Warning: Training structures with a value for CTIFOR and without must not be combined. Either CTIFOR is provided for all structures or none of them.
  • Primitive lattice vectors (ang.): Bravais matrix of the structure, one line corresponds to one lattice vector. The unit of length units is Angstrom.
  • Atomic positions (ang.): Ionic positions in Cartesian coordinates (given in Angstrom). Note that the order of atoms needs to correspond to the atom types list in Atom types and atom numbers.
  • Total energy (eV): Total energy (in eV) of the structure.
  • Forces (eV ang.^-1): Forces (in eV/Angstrom) for each atom in the structure.
  • Stress (kbar): 6 entries for the stress tensor (in kb) of the structure.

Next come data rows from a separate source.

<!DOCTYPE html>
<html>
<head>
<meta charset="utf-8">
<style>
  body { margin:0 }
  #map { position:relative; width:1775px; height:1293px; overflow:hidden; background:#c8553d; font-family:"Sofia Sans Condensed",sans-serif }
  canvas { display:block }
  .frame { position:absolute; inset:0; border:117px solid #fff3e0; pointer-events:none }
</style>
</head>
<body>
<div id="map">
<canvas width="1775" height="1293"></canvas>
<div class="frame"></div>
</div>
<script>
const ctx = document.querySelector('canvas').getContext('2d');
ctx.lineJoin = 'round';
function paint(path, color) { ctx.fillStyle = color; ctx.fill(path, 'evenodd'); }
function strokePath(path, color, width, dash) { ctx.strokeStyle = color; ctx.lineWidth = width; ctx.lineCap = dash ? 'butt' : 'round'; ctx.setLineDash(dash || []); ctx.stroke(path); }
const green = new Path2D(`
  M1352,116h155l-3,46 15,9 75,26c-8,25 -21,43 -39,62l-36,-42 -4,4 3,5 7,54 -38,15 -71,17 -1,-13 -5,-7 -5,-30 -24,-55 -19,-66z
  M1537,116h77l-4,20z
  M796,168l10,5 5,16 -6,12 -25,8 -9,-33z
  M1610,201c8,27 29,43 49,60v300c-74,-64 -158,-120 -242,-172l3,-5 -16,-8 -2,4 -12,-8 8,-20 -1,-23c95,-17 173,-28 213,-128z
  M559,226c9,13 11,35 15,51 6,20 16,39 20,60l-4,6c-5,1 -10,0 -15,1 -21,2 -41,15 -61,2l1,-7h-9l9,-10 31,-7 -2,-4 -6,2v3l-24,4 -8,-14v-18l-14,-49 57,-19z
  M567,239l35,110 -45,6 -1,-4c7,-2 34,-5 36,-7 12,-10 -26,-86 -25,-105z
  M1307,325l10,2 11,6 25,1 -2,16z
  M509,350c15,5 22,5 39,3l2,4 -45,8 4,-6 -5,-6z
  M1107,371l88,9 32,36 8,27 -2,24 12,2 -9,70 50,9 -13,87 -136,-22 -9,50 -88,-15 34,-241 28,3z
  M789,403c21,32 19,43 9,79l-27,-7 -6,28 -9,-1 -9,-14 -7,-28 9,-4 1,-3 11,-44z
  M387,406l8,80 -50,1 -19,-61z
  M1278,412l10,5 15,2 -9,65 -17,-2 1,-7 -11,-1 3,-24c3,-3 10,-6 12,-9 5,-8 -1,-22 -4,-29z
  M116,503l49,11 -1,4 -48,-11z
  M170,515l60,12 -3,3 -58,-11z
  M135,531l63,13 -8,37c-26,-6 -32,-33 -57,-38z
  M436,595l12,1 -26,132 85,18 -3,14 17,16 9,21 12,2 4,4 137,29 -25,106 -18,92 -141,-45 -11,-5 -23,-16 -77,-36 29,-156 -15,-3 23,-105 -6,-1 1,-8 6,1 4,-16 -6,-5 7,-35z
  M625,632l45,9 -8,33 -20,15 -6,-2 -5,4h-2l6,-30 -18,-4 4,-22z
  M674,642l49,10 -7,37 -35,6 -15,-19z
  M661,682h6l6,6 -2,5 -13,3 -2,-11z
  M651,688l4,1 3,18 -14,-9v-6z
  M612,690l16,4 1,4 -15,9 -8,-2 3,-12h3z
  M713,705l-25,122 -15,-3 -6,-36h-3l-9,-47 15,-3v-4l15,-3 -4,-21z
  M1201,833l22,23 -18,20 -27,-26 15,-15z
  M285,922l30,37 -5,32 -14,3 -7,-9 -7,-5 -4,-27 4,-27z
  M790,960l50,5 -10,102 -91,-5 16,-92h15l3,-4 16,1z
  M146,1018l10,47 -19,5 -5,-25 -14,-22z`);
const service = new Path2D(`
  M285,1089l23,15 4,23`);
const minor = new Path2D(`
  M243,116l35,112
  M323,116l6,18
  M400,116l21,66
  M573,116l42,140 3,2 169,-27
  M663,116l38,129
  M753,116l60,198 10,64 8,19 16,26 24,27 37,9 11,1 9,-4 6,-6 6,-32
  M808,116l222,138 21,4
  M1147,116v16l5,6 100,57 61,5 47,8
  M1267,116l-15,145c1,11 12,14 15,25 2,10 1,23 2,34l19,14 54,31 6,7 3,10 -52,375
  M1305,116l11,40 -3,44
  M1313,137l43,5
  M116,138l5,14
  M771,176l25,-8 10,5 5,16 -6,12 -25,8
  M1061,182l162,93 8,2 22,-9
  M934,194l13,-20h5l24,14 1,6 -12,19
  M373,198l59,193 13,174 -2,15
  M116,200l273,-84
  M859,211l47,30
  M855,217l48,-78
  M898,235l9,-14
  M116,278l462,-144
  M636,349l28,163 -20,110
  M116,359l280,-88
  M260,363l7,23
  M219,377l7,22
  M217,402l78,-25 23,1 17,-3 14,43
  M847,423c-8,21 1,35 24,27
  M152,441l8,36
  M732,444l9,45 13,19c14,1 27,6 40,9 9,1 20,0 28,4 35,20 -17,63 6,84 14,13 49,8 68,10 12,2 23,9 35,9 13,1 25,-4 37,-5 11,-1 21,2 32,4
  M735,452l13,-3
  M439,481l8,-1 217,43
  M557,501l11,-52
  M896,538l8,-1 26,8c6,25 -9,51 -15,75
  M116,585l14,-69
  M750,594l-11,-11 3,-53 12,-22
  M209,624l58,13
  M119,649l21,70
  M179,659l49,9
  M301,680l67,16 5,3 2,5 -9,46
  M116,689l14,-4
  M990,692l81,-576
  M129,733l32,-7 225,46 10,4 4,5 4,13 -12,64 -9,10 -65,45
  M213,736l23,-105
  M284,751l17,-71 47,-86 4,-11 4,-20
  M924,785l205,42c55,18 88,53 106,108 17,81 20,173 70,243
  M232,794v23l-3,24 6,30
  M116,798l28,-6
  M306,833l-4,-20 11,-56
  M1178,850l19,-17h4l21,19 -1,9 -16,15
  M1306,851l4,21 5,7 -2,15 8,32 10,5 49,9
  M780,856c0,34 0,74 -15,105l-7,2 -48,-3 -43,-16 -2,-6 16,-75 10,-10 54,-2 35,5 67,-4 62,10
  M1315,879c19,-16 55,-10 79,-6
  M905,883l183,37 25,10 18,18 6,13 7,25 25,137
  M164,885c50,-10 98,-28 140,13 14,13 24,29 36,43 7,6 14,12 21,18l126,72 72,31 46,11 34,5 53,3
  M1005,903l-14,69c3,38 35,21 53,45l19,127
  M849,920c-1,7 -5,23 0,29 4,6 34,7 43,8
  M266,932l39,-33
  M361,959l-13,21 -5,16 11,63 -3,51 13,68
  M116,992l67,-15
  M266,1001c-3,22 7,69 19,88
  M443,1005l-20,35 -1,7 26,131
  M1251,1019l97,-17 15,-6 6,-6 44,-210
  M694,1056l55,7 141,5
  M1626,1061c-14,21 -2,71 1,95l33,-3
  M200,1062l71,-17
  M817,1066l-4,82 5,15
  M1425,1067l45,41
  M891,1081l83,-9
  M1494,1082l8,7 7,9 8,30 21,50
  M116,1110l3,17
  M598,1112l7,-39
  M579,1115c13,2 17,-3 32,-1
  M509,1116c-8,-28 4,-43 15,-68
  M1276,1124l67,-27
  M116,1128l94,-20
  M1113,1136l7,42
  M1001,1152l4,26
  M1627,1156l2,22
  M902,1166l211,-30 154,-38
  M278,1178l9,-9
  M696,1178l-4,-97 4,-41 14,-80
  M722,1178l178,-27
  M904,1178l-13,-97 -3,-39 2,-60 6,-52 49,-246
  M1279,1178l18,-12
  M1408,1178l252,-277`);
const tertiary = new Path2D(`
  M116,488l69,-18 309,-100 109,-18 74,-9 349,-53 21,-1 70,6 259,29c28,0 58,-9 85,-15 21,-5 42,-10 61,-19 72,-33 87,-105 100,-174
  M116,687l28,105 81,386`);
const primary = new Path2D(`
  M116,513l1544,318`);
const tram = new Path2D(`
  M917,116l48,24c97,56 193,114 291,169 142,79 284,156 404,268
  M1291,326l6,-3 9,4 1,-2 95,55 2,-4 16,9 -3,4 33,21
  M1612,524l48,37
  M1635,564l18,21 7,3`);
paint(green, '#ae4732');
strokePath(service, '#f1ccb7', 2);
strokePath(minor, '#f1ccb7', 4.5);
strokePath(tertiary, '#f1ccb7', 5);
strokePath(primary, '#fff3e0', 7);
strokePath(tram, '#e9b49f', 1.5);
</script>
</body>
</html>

Merging different ML_AB files

Multiple ML_AB files may be merged by hand, keeping the following restrictions and tips in mind:

  • The training structure data can be simply concatenated, i.e., by just adding more structure sections starting with Configuration num. n at the end of the file. However, the structure numbering needs to be updated in such a way that they are enumerated continuously starting from 1.
  • We strongly advise to group structures with the same number of elements and atoms per element in the training data together, otherwise the code will automatically reorder the data, such that those are sticking together. If one relies on the automatic reordering it will not be possible to easily "diff" the input ML_AB file and its corresponding ML_ABN output file.
  • The header must be adjusted to reflect the combined number of element types, the maximum number of atoms, etc.
  • The lists of local reference configurations cannot be easily merged (renumbering would be required). Instead, it is recommended to recalculate them using ML_MODE = select. However, to start with a valid ML_AB file first manually set The numbers of basis sets per atom type to 1 for each species. Also, set the block Basis set for X with dummy value 1 1 for each species. After running with ML_MODE = select the output ML_ABN will contain the selected new local reference configurations for the combined training data.
Tip: If calculations for ML_MODE = select are too time consuming using the default settings it is useful to increase ML_MCONF_NEW to values around 10-16 and set ML_CDOUB = 4. This often accelerates the calculations by a factor of 2-4.